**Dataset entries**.
^^^^

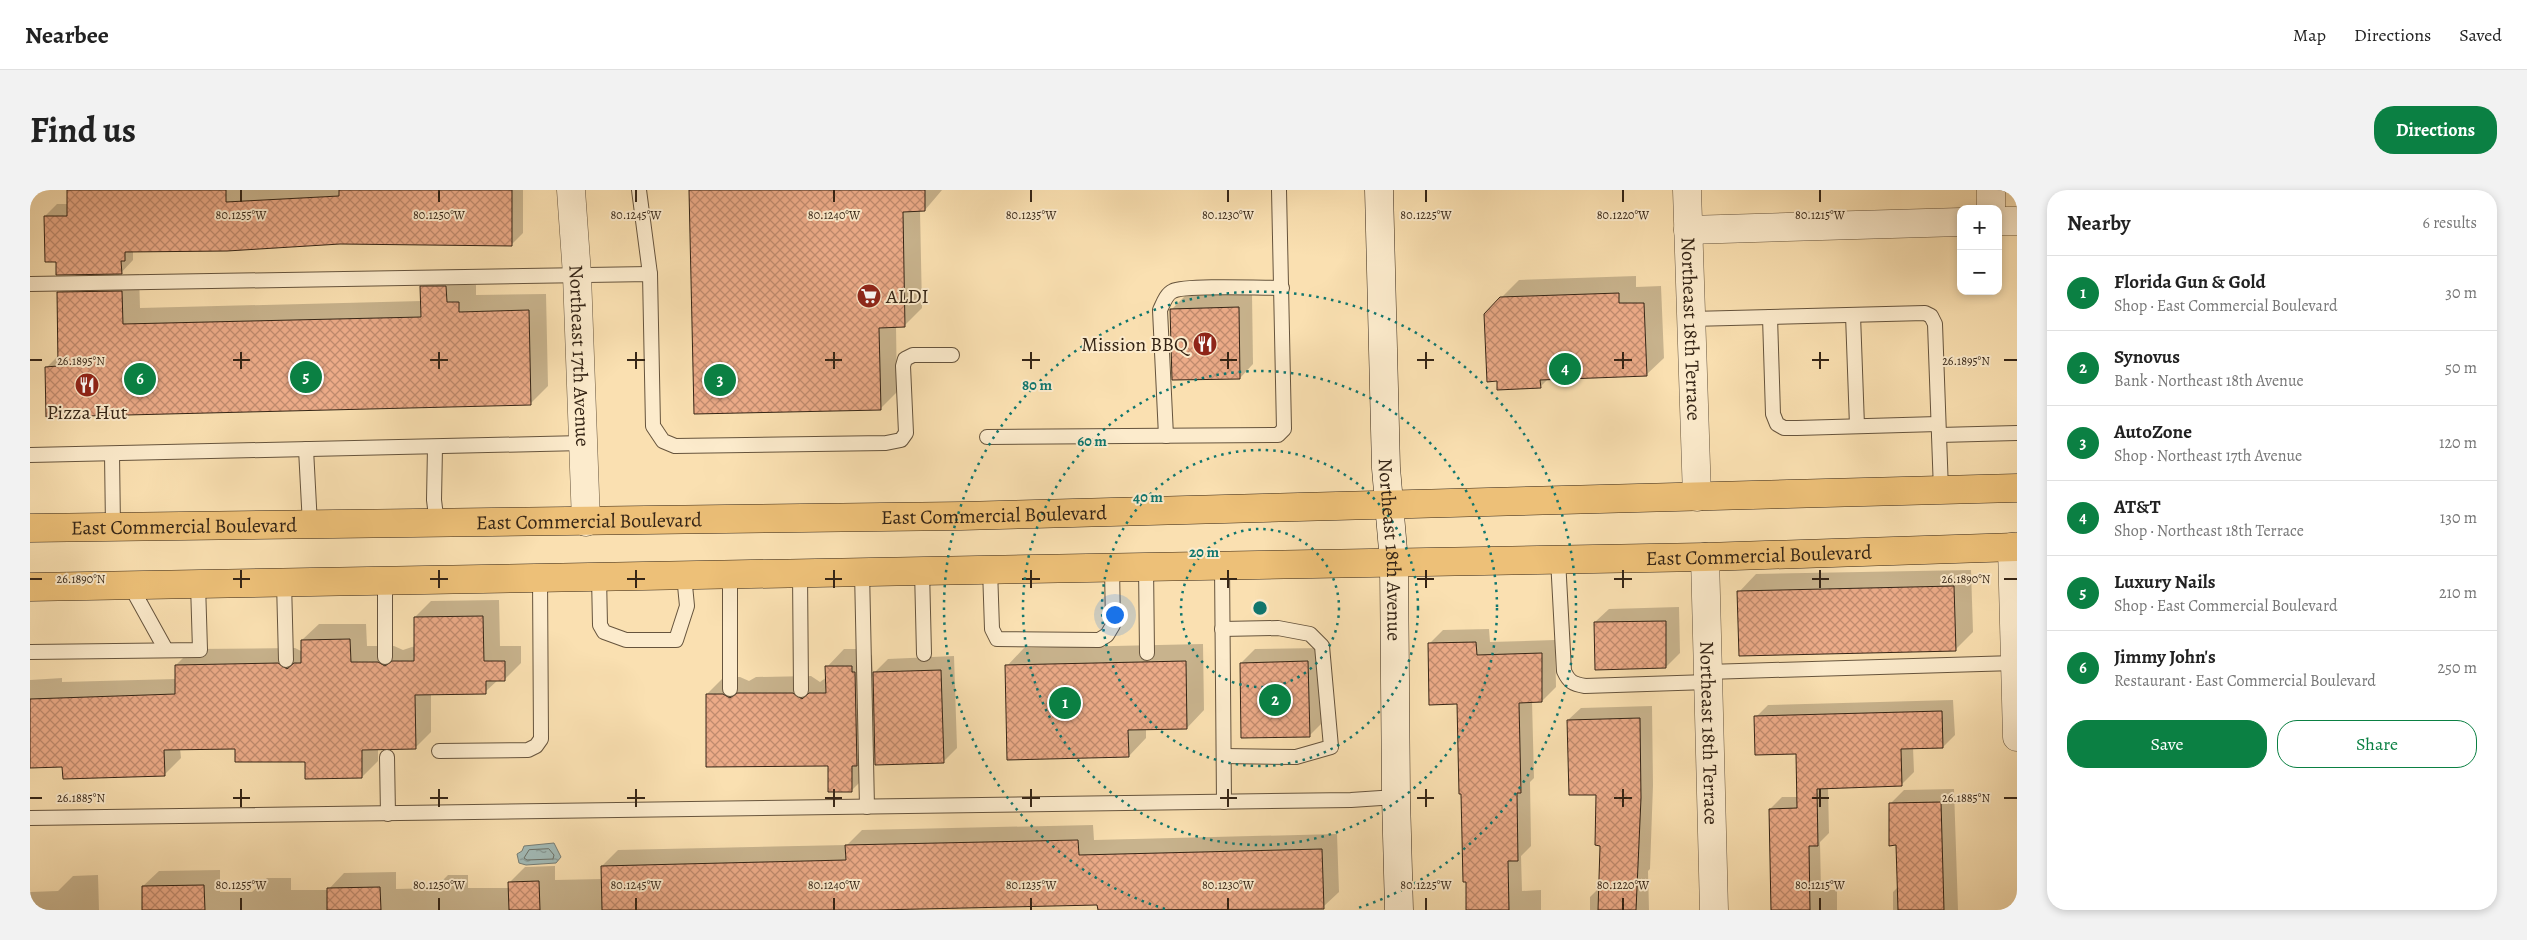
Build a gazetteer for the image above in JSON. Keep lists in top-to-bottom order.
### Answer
{
  "streets": {
    "main road": ["East Commercial Boulevard"],
    "street": ["Northeast 18th Terrace", "Northeast 17th Avenue", "Northeast 18th Avenue"]
  },
  "crossings": [
    ["Northeast 18th Terrace", "East Commercial Boulevard"],
    ["Northeast 17th Avenue", "East Commercial Boulevard"],
    ["East Commercial Boulevard", "Northeast 18th Avenue"]
  ],
  "places": {
    "supermarket": ["ALDI"],
    "restaurant": ["Mission BBQ", "Pizza Hut"]
  },
  "page": {
    "header": "Nearbee",
    "nav": ["Map", "Directions", "Saved"],
    "title": "Find us",
    "buttons": [
      "Directions",
      ["Save", "Share"]
    ],
    "heading": ["Nearby", "6 results"],
    "map_buttons": ["+", "−"],
    "list": [
      {
        "mark": "1",
        "name": "Florida Gun & Gold",
        "note": "Shop · East Commercial Boulevard",
        "value": "30 m"
      },
      {
        "mark": "2",
        "name": "Synovus",
        "note": "Bank · Northeast 18th Avenue",
        "value": "50 m"
      },
      {
        "mark": "3",
        "name": "AutoZone",
        "note": "Shop · Northeast 17th Avenue",
        "value": "120 m"
      },
      {
        "mark": "4",
        "name": "AT&T",
        "note": "Shop · Northeast 18th Terrace",
        "value": "130 m"
      },
      {
        "mark": "5",
        "name": "Luxury Nails",
        "note": "Shop · East Commercial Boulevard",
        "value": "210 m"
      },
      {
        "mark": "6",
        "name": "Jimmy John's",
        "note": "Restaurant · East Commercial Boulevard",
        "value": "250 m"
      }
    ],
    "pins": [
      "4",
      "5",
      "6",
      "3",
      "2",
      "1"
    ]
  },
  "coordinates": [
    "80.1255°W",
    "80.1250°W",
    "80.1245°W",
    "80.1240°W",
    "80.1235°W",
    "80.1230°W",
    "80.1225°W",
    "80.1220°W",
    "80.1215°W",
    "26.1895°N",
    "26.1890°N",
    "26.1885°N"
  ],
  "rings": [
    "80 m",
    "60 m",
    "40 m",
    "20 m"
  ]
}
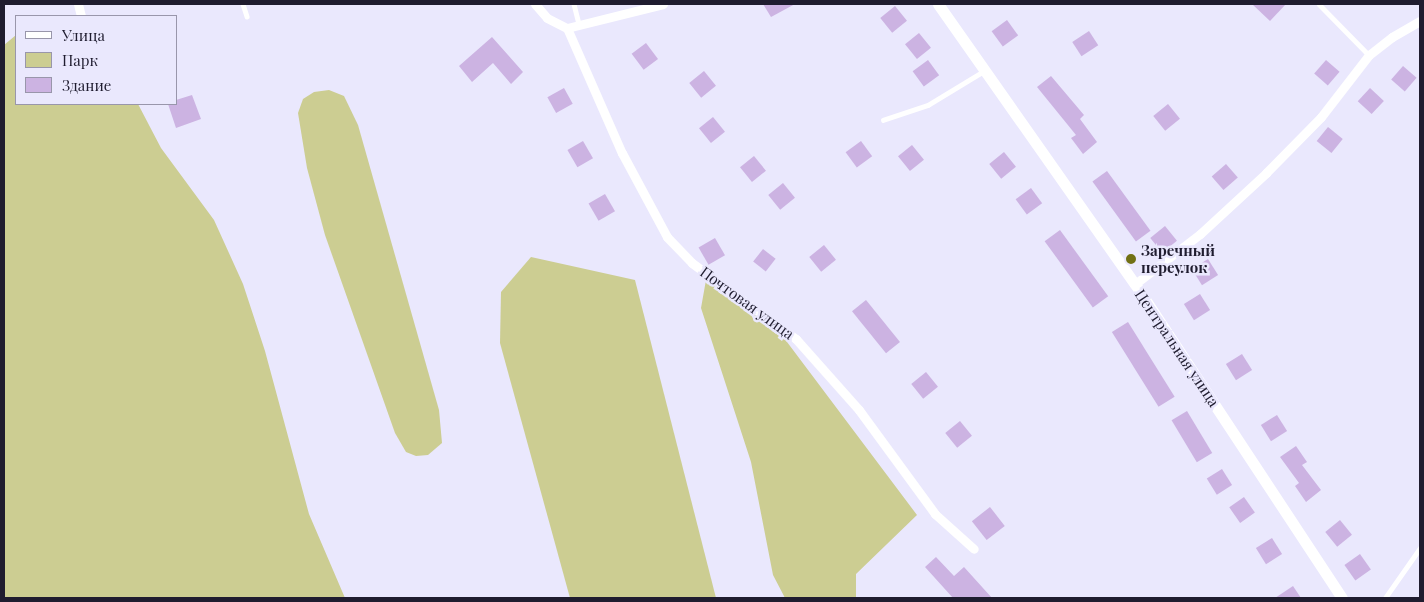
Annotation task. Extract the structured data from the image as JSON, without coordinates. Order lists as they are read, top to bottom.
{
  "streets": {
    "street": ["Почтовая улица", "Центральная улица"]
  },
  "places": ["Заречный переулок"],
  "legend": ["Улица", "Парк", "Здание"]
}
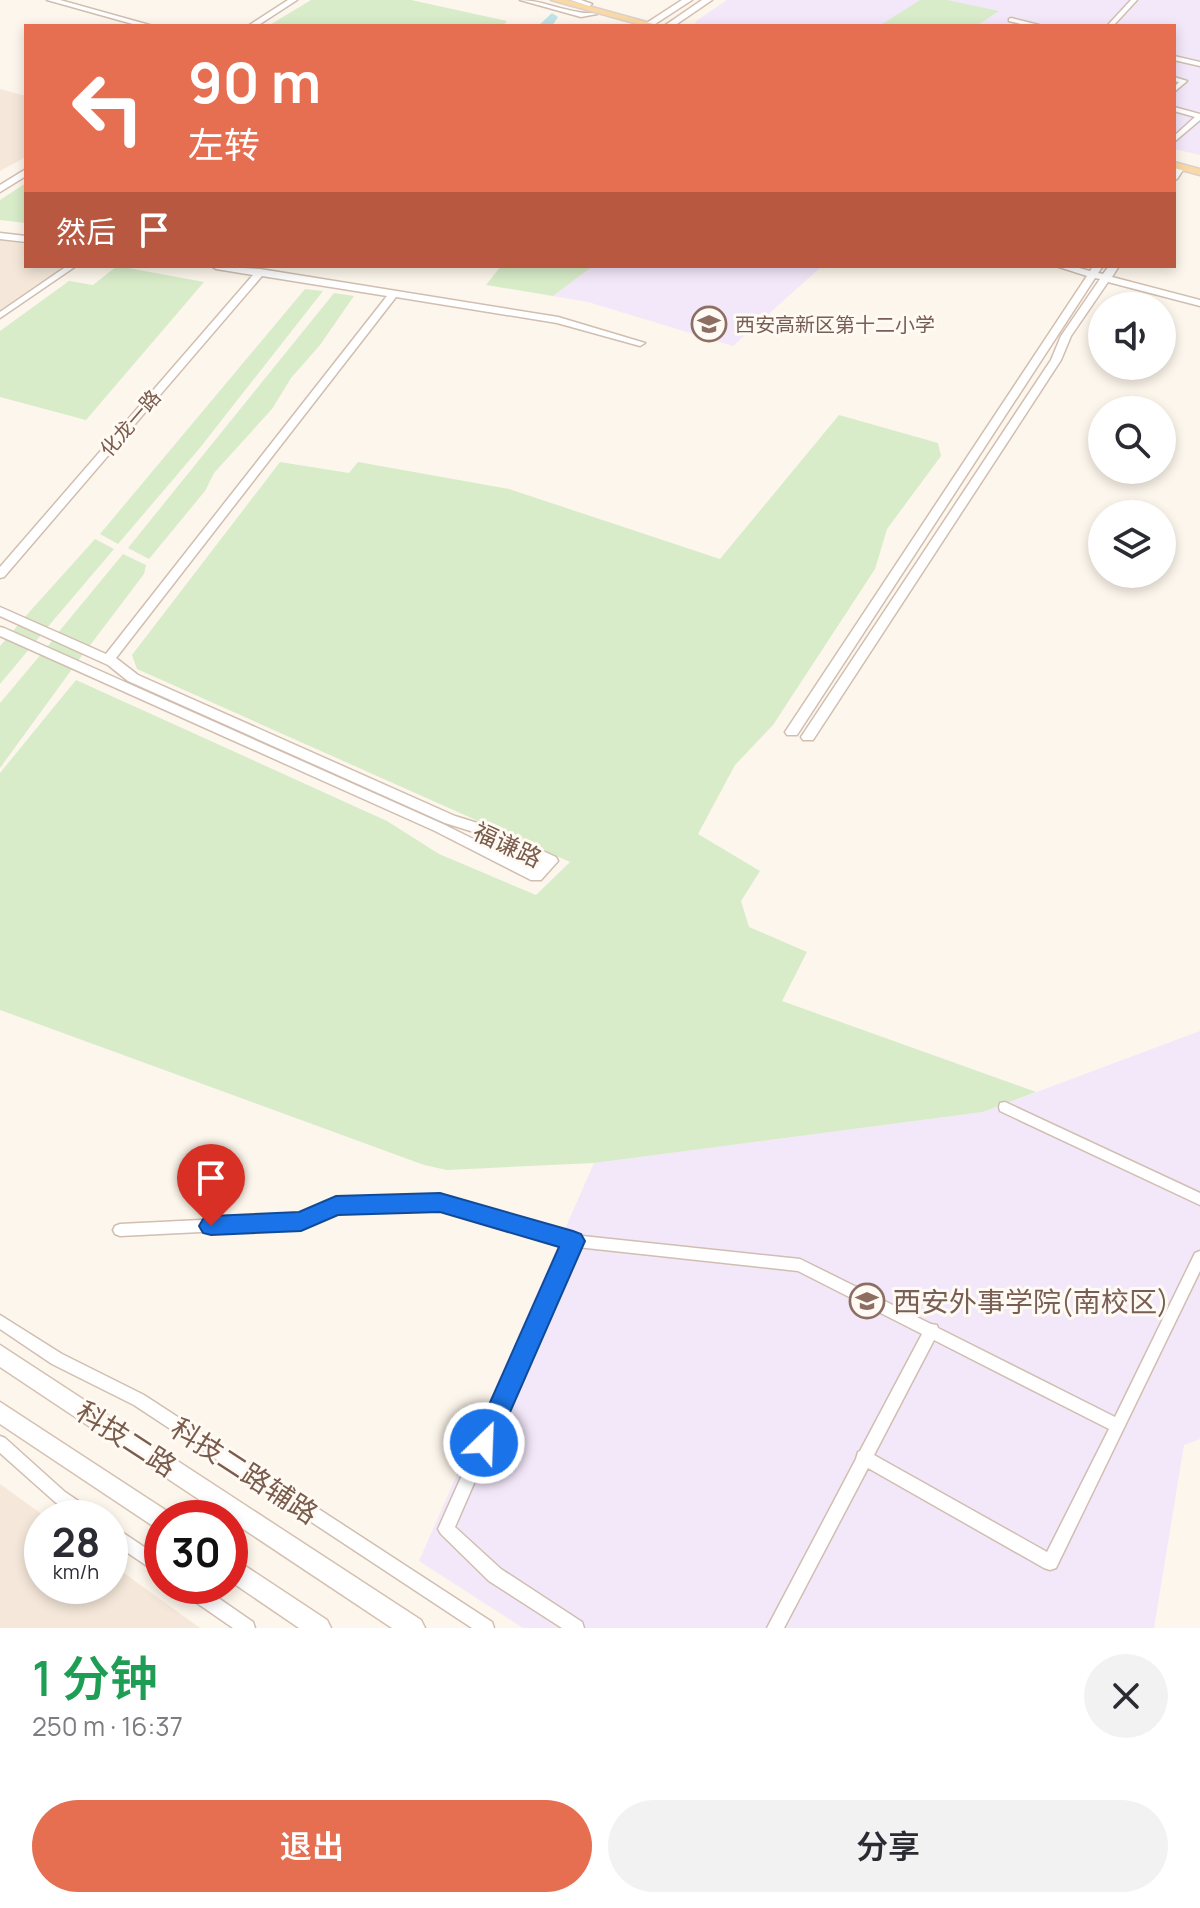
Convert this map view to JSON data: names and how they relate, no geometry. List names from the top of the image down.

^^^^

**Required action**. All the lines above should be reproduced exactly, and none of the pictures.

**Answer box**.
Build a gazetteer for the image above in JSON. Keep lists in top-to-bottom order.
### Answer
{
  "streets": {
    "main road": ["East Commercial Boulevard"],
    "street": ["Northeast 18th Terrace", "Northeast 17th Avenue", "Northeast 18th Avenue"]
  },
  "crossings": [
    ["Northeast 18th Terrace", "East Commercial Boulevard"],
    ["Northeast 17th Avenue", "East Commercial Boulevard"],
    ["East Commercial Boulevard", "Northeast 18th Avenue"]
  ],
  "places": {
    "supermarket": ["ALDI"],
    "restaurant": ["Mission BBQ", "Pizza Hut"]
  },
  "page": {
    "header": "Nearbee",
    "nav": ["Map", "Directions", "Saved"],
    "title": "Find us",
    "buttons": [
      "Directions",
      ["Save", "Share"]
    ],
    "heading": ["Nearby", "6 results"],
    "map_buttons": ["+", "−"],
    "list": [
      {
        "mark": "1",
        "name": "Florida Gun & Gold",
        "note": "Shop · East Commercial Boulevard",
        "value": "30 m"
      },
      {
        "mark": "2",
        "name": "Synovus",
        "note": "Bank · Northeast 18th Avenue",
        "value": "50 m"
      },
      {
        "mark": "3",
        "name": "AutoZone",
        "note": "Shop · Northeast 17th Avenue",
        "value": "120 m"
      },
      {
        "mark": "4",
        "name": "AT&T",
        "note": "Shop · Northeast 18th Terrace",
        "value": "130 m"
      },
      {
        "mark": "5",
        "name": "Luxury Nails",
        "note": "Shop · East Commercial Boulevard",
        "value": "210 m"
      },
      {
        "mark": "6",
        "name": "Jimmy John's",
        "note": "Restaurant · East Commercial Boulevard",
        "value": "250 m"
      }
    ],
    "pins": [
      "4",
      "5",
      "6",
      "3",
      "2",
      "1"
    ]
  },
  "coordinates": [
    "80.1255°W",
    "80.1250°W",
    "80.1245°W",
    "80.1240°W",
    "80.1235°W",
    "80.1230°W",
    "80.1225°W",
    "80.1220°W",
    "80.1215°W",
    "26.1895°N",
    "26.1890°N",
    "26.1885°N"
  ],
  "rings": [
    "80 m",
    "60 m",
    "40 m",
    "20 m"
  ]
}
Annotation task. Extract the structured data from the image as JSON, without coordinates. Order lists as they are read, top to bottom.
{
  "streets": {
    "street": ["Почтовая улица", "Центральная улица"]
  },
  "places": ["Заречный переулок"],
  "legend": ["Улица", "Парк", "Здание"]
}
Convert this map view to JSON data: names and how they relate, no geometry. List names from the top of the image down.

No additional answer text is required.